March 4, 2022

The Kitchen on a March Morning

           Outside, the morning sun falls across the driveway in striations of coral on the light blue snow. Inside, the cat is on high alert, staring at a cabinet door. 
          Absurdly loud in the silent house, the tsk! tsk! of the regulator clock measures the heartbeat of a brand new Friday. Everyone is asleep but me.
          And I wonder about the case of my self: was I really extraordinary? Or the opposite: impulsive and selfishsmall.
          Mine is a world of superlatives: coffee in the morning and wine at night, concentration and irresponsibility, the sun's warmth on another two inches of snow that fell during the night.
          I work so hard, and then I just don't give a damn.
          So we beat on, boats against the current, and then suddenly with it—a fist clenched then slackened as the blood is drawn. I form resentments then melt them, mourning a mother I despised as a child.
          What other pottery is there to break and repair?my life a kintsugi of abuses and profligate affections. My heart was always in it until ... it wasn't.
          The kitchen smells like coffee and sleeping dogs.

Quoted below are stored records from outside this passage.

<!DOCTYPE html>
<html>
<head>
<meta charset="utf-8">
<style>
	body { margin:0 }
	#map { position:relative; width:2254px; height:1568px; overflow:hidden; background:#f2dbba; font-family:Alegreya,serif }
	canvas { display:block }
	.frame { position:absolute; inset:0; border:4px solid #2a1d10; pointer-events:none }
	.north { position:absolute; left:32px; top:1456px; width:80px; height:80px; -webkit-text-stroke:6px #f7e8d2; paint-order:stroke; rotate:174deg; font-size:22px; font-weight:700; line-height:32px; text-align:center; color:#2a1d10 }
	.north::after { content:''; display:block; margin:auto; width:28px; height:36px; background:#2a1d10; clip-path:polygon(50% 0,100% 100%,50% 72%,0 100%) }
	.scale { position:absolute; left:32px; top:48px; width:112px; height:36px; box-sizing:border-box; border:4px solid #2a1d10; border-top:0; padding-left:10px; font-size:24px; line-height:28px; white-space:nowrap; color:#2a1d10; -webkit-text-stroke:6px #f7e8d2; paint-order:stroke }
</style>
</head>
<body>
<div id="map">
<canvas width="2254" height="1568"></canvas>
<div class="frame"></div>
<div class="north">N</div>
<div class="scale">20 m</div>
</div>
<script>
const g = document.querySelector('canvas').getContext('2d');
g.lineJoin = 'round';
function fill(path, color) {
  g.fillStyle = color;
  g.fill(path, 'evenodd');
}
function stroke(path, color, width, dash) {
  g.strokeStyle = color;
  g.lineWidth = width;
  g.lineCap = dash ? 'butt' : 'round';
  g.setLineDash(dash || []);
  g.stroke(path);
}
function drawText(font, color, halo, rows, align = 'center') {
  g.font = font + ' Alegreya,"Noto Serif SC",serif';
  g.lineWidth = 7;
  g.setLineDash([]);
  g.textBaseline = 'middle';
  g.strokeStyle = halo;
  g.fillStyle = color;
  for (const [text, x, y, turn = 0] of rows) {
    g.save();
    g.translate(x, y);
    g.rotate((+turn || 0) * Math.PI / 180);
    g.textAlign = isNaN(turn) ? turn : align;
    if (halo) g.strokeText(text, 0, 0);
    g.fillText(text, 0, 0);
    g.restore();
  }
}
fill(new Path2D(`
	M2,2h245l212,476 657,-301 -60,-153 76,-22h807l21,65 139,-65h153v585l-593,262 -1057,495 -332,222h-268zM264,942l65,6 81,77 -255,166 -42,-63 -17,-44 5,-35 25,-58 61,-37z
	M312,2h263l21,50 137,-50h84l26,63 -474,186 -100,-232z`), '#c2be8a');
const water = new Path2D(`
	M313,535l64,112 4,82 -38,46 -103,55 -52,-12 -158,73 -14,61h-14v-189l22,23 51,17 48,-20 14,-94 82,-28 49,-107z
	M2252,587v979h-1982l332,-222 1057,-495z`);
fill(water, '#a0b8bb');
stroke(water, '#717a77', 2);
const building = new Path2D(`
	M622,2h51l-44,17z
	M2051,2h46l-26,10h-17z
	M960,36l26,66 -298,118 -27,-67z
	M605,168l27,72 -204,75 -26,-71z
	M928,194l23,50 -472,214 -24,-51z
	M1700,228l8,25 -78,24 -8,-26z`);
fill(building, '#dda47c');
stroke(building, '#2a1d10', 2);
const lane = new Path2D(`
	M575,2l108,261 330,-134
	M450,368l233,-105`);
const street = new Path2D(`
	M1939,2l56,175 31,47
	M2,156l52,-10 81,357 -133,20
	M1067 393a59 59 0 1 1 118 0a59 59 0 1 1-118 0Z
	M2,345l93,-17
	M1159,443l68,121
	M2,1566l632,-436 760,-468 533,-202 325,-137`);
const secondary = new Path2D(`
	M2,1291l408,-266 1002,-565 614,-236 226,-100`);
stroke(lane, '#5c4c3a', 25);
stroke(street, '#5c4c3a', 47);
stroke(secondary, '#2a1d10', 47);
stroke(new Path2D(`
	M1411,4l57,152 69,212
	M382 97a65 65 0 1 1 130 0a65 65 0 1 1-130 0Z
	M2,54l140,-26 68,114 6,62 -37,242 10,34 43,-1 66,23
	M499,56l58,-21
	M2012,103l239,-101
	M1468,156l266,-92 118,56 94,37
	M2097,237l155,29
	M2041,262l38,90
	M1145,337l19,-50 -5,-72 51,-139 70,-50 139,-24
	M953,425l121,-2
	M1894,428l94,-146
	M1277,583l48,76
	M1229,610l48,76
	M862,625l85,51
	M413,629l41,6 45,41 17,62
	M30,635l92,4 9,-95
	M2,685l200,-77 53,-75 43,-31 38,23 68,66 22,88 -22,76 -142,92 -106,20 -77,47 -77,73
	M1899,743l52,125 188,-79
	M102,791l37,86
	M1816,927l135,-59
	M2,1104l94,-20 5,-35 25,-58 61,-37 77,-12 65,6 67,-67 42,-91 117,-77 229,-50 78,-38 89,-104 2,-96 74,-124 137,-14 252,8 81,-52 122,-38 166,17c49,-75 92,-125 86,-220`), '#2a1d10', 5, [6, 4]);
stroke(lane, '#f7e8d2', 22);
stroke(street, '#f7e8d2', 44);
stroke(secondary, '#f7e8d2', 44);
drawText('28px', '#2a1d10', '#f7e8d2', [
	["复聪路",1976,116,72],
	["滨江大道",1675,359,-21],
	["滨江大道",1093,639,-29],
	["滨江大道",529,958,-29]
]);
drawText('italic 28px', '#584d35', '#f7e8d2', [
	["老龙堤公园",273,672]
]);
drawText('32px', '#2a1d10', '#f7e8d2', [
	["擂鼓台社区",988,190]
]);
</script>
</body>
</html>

          I line up my pens and ruler and magnifying glass in a squad across the table. What shall we take the measure of this day? I never struggled with boredom—only control. I contort my handwriting into 90-degree angles and straight lines because my curves are so ugly. The brittle marks please me, marching across the paper like a navy blue hieroglyph.

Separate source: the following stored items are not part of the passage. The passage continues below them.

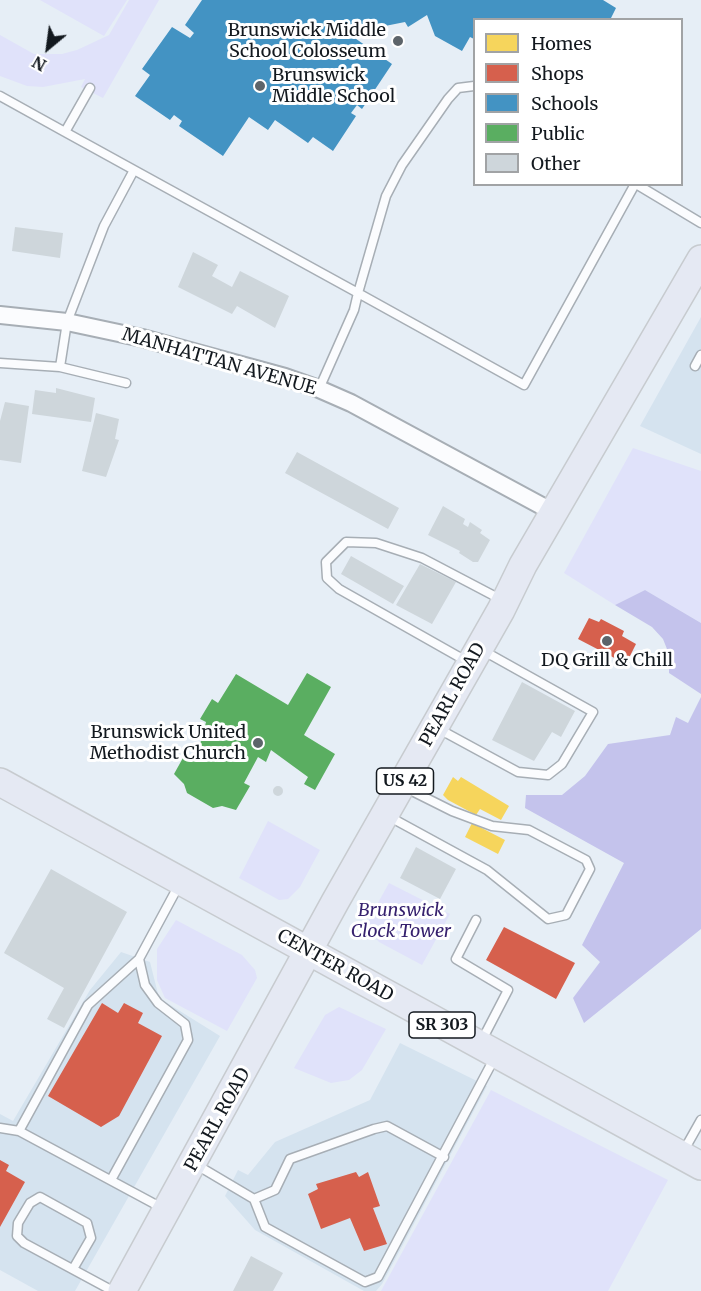 <!DOCTYPE html>
<html>
<head>
<meta charset="utf-8">
<style>
  body { margin:0 }
  #map { position:relative; width:701px; height:1291px; overflow:hidden; background:#e6eef6; font-family:Merriweather,serif }
  canvas { display:block }
  .legend { position:absolute; left:473px; top:18px; width:210px; height:168px; box-sizing:border-box; background:#fff; border:2px solid #a1a3a5; margin:0; padding:8px 10px; list-style:none; font-size:18px; color:#13191f }
  .legend li { display:flex; align-items:center; gap:12px; height:30px }
  .legend b { width:30px; border:2px solid #a1a3a5 }
  .north { position:absolute; left:18px; top:18px; width:60px; height:60px; -webkit-text-stroke:4px #fff; paint-order:stroke; rotate:209deg; font-size:16px; font-weight:700; line-height:24px; text-align:center; color:#13191f }
  .north::after { content:''; display:block; margin:auto; width:21px; height:27px; background:#13191f; clip-path:polygon(50% 0,100% 100%,50% 72%,0 100%) }
</style>
</head>
<body>
<div id="map">
<canvas width="701" height="1291"></canvas>
<ul class="legend">
<li><b style="height:16px;background:#f6d55c"></b>Homes</li>
<li><b style="height:16px;background:#d6604d"></b>Shops</li>
<li><b style="height:16px;background:#4393c3"></b>Schools</li>
<li><b style="height:16px;background:#5aae61"></b>Public</li>
<li><b style="height:16px;background:#ced6db"></b>Other</li>
</ul>
<div class="north">N</div>
</div>
<script>
const c = document.querySelector('canvas').getContext('2d');
c.lineJoin = 'round';
function fillPath(path, color) {
  c.fillStyle = color;
  c.fill(path, 'evenodd');
}
function shape(rows) {
  const path = new Path2D();
  for (const r of rows) {
    if (r.length === 3) {
      path.moveTo(r[0] + r[2], r[1]);
      path.arc(r[0], r[1], r[2], 0, 2 * Math.PI);
      continue;
    }
    path.moveTo(r[0], r[1]);
    for (let i = 2; i < r.length; i += 2) path.lineTo(r[i], r[i + 1]);
  }
  return path;
}
function trace(path, color, width, dash) {
  c.strokeStyle = color;
  c.lineWidth = width;
  c.lineCap = dash ? 'butt' : 'round';
  c.setLineDash(dash || []);
  c.stroke(path);
}
function write(font, color, halo, rows, align = 'center') {
  c.font = font + ' Merriweather,serif';
  c.lineWidth = 6;
  c.setLineDash([]);
  c.textBaseline = 'middle';
  c.strokeStyle = halo;
  c.fillStyle = color;
  for (const [text, x, y, turn = 0] of rows) {
    c.save();
    c.translate(x, y);
    c.rotate((+turn || 0) * Math.PI / 180);
    c.textAlign = isNaN(turn) ? turn : align;
    if (halo) c.strokeText(text, 0, 0);
    c.fillText(text, 0, 0);
    c.restore();
  }
}
fillPath(shape([
  [701,317,701,454,640,426],
  [121,952,150,962,159,998,220,1036,75,1291,38,1291,0,1270,0,1114,13,1121,90,990],
  [400,1043,487,1086,382,1284,376,1291,364,1291,255,1230,225,1196,238,1170,248,1175,275,1142,370,1100]
]), '#d5e3ef');
fillPath(shape([
  [40,0,127,0,104,36],
  [129,0,159,0,103,98,81,87,85,79,43,87,27,86,0,76,0,35,34,54,62,54,77,50,109,35],
  [633,448,701,471,701,623,645,590,615,605,564,573],
  [268,821,320,850,300,887,288,899,279,900,239,878],
  [389,883,450,914,422,965,379,942,368,930,369,919],
  [176,920,242,955,255,970,257,978,227,1031,165,998,157,980,157,949],
  [339,1007,386,1029,362,1070,349,1080,331,1083,294,1068,325,1015],
  [491,1090,668,1180,608,1291,381,1291]
]), '#e0e2fa');
fillPath(shape([
  [645,590,701,623,701,694,669,673,669,654,663,639,652,627,615,605],
  [701,697,701,929,584,1023,573,998,600,962,582,945,624,863,525,808,526,795,562,795,585,776,608,744,670,735,676,717,688,723]
]), '#c4c3ec');
fillPath(shape([
  [453,777,458,781,461,777,509,806,501,820,480,809,476,815,448,800,443,795],
  [472,823,505,840,498,854,465,837]
]), '#f6d55c');
fillPath(shape([
  [589,618,599,622,601,619,624,631,622,636,636,644,626,664,578,639],
  [504,927,575,963,556,999,486,960],
  [102,1003,118,1013,124,1003,143,1013,138,1023,162,1036,119,1116,101,1127,48,1096],
  [0,1160,9,1165,6,1171,25,1182,0,1227],
  [356,1172,359,1177,368,1172,380,1206,373,1208,387,1244,364,1251,350,1218,321,1229,308,1194,318,1189,316,1184]
]), '#d6604d');
fillPath(shape([
  [202,0,603,0,616,8,610,20,474,20,474,39,470,37,462,51,435,36,427,15,408,27,405,22,365,30,363,24,356,22,349,34,392,64,362,109,357,105,351,113,356,116,333,151,313,137,308,143,275,120,268,130,249,117,223,156,179,126,182,121,174,115,170,120,135,96,150,75,142,69,172,27,190,38,194,33,185,25]
]), '#4393c3');
fillPath(shape([
  [307,673,331,687,304,735,335,754,315,790,304,784,308,777,271,750,266,762,258,757,244,783,250,786,236,810,222,806,213,808,187,793,184,784,174,774,184,756,190,760,208,729,205,726,206,722,200,719,212,699,218,703,236,674,288,705]
]), '#5aae61');
fillPath(shape([
  [15,227,63,233,60,258,12,251],
  [193,252,218,265,212,276,232,287,240,271,289,296,275,328,237,306,232,314,178,287],
  [56,388,95,398,91,422,32,414,35,390,56,393],
  [5,402,29,406,21,463,0,460,0,421],
  [96,413,119,419,115,439,119,440,106,477,82,471],
  [297,452,399,508,388,529,285,473],
  [443,506,465,519,463,524,468,527,470,522,482,530,480,533,490,540,478,562,473,562,459,553,460,551,428,535],
  [351,556,404,586,393,604,341,574],
  [420,564,456,582,432,624,396,605],
  [522,682,575,711,561,737,552,732,534,761,492,740],
  [278,791,5],
  [416,847,456,869,440,899,400,878],
  [51,869,127,912,64,1028,47,1019,64,988,4,953],
  [251,1256,283,1273,273,1291,233,1291]
]), '#ced6db');
const service = shape([
  [0,96,65,132,90,88],
  [65,132,134,170],
  [636,184,701,223],
  [0,363,60,367,126,383],
  [695,366,701,355],
  [60,367,67,322,104,226,134,170,358,293,386,196,402,165,448,99,458,88,474,86],
  [319,389,354,310,358,293,524,385,635,184],
  [468,662,339,589,327,578,326,562,346,542,376,543,422,558,502,600],
  [437,728,518,772,548,775,562,764,593,712,482,650],
  [388,816,487,870,548,919,566,915,590,869,586,860,529,830,492,826,452,811,404,787],
  [476,920,456,959,508,990,481,1042],
  [0,1128,19,1131,164,1209],
  [19,1131,88,1005,139,959],
  [683,1152,701,1120],
  [195,1164,254,1199,265,1227,365,1282,378,1277,495,1057],
  [111,1180,188,1040,185,1024,158,1003,145,985,139,959,180,883],
  [254,1199,275,1190,290,1159,374,1129,387,1126,444,1157],
  [73,1269,91,1238,87,1223,40,1197,30,1203,18,1223,17,1236,24,1243,113,1291]
]);
const minor = shape([
  [0,315,67,322,142,338,285,377,319,389,351,403,553,512]
]);
const primary = shape([
  [0,782,701,1166],
  [122,1291,335,902,501,610,523,565,701,259]
]);
trace(service, '#a7aeb5', 11);
trace(minor, '#a7aeb5', 20);
trace(primary, '#c7cbcf', 30);
trace(service, '#fbfcfe', 8);
trace(minor, '#fbfcfe', 16);
trace(primary, '#e5e9f3', 27);
for (const [x, y, r, color] of [
  [398,41,6,"#5d646a"],
  [260,86,6,"#5d646a"],
  [607,641,6,"#5d646a"],
  [258,743,6,"#5d646a"]
]) {
  const dot = new Path2D();
  dot.arc(x, y, r, 0, 2 * Math.PI);
  c.fillStyle = color;
  c.fill(dot);
  trace(dot, '#fff', 2);
}
for (const [x, y, w] of [
  [405,781,57],
  [442,1025,66]
]) {
  const box = new Path2D();
  box.roundRect(x - w / 2, y - 13, w, 26, 4.5);
  c.fillStyle = '#fff';
  c.fill(box);
  trace(box, '#13191f', 1.5);
}
write('bold 16px', '#13191f', null, [
  ["US 42",405,781],
  ["SR 303",442,1025]
]);
write('18px', '#13191f', '#fff', [
  ["Brunswick Middle",386,31],
  ["School Colosseum",386,52],
  ["Brunswick",272,76,"left"],
  ["Middle School",272,97,"left"],
  ["DQ Grill & Chill",607,661,"center"],
  ["Brunswick United",246,733],
  ["Methodist Church",246,754]
], 'right');
write('18px', '#13191f', '#fff', [
  ["MANHATTAN AVENUE",219,362,16],
  ["PEARL ROAD",453,695,-61],
  ["CENTER ROAD",335,966,29],
  ["PEARL ROAD",218,1120,-61]
]);
write('italic 18px', '#36216e', '#fff', [
  ["Brunswick",401,911],
  ["Clock Tower",401,932]
]);
</script>
</body>
</html>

          Presence and absence, fondness and disregard, the dishes form a strata on the countertop: fossilized mashed potatoes, the purple crust at the bottom of a wine glass, a wooden spoon pointing straight up from the basin like a soldier shot in a trench. 
         Everything is motionless except the sun, high above the garage now, eradicating the shadows. The neighbor's car door verifies that another day is underway.